▸ **SUPPLIED DATA**:
# # # # # # #
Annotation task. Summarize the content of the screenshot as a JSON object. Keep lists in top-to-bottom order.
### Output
# # # # # # #
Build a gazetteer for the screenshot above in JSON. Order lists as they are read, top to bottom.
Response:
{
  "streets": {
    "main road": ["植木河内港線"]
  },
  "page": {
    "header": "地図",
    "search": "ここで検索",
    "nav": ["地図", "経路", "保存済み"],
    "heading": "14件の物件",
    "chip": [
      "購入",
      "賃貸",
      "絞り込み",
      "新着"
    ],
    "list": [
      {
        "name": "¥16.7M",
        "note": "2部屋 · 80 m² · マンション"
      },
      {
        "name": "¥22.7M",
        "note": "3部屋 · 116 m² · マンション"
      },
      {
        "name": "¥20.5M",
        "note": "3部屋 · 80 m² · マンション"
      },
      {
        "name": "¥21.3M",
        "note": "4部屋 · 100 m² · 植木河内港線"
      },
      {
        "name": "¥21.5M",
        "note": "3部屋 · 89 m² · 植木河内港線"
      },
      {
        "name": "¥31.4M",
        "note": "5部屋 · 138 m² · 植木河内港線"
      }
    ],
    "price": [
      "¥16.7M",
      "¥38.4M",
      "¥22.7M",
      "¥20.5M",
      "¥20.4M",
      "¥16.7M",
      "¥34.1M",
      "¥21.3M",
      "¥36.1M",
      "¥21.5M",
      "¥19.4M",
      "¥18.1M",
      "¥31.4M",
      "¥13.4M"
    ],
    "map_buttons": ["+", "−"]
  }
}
# # # # # # #
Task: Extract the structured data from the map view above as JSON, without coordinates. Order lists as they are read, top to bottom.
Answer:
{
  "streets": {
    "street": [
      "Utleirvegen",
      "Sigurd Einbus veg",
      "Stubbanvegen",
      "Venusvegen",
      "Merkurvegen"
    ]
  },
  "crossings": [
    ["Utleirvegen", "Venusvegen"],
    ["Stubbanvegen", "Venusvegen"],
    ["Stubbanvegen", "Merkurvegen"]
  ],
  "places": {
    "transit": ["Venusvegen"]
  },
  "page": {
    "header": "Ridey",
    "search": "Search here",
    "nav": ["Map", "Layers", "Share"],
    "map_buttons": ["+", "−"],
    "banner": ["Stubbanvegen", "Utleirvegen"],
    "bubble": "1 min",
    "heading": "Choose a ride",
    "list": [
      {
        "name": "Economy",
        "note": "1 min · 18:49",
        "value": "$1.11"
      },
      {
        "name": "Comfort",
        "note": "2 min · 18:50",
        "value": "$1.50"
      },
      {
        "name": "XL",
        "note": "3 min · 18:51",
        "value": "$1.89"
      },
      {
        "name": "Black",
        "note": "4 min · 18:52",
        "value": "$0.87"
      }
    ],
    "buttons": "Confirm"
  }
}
# # # # # # #
▸ **TASK ITEM**:
Copy out the lines of the records above in which the string "screenshot" appears.

▸ **TASK RESPONSE**:
Annotation task. Summarize the content of the screenshot as a JSON object. Keep lists in top-to-bottom order.
Build a gazetteer for the screenshot above in JSON. Order lists as they are read, top to bottom.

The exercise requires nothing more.